The input
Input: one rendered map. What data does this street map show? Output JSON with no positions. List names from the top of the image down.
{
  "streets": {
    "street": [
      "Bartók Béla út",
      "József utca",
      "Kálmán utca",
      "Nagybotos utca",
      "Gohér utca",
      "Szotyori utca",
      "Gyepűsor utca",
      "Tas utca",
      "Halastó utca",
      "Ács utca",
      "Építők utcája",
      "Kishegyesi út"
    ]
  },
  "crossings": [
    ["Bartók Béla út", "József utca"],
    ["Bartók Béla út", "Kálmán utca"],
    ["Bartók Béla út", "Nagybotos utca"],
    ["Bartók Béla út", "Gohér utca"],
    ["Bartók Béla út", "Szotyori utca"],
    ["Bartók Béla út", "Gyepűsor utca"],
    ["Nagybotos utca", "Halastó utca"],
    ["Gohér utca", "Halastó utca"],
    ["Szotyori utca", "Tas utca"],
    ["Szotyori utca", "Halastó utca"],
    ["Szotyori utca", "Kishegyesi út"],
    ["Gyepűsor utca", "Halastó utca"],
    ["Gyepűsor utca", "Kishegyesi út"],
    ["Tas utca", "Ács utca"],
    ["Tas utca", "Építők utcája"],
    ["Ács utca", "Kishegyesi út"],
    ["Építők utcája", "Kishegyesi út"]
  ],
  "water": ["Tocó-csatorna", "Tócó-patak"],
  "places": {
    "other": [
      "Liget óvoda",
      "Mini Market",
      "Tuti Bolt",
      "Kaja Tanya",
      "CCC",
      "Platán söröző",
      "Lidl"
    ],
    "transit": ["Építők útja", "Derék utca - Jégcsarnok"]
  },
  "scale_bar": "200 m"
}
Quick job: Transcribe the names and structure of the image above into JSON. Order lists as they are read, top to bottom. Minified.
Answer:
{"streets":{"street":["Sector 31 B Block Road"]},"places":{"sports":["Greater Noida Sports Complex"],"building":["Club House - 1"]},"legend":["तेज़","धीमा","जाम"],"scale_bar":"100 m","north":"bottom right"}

Exercise brief
All lines from the one with "Quick job: Transcribe" to the end of the listing are to be printed exactly as given, both ends included.

Expected answer
Quick job: Transcribe the names and structure of the image above into JSON. Order lists as they are read, top to bottom. Minified.
Answer:
{"streets":{"street":["Sector 31 B Block Road"]},"places":{"sports":["Greater Noida Sports Complex"],"building":["Club House - 1"]},"legend":["तेज़","धीमा","जाम"],"scale_bar":"100 m","north":"bottom right"}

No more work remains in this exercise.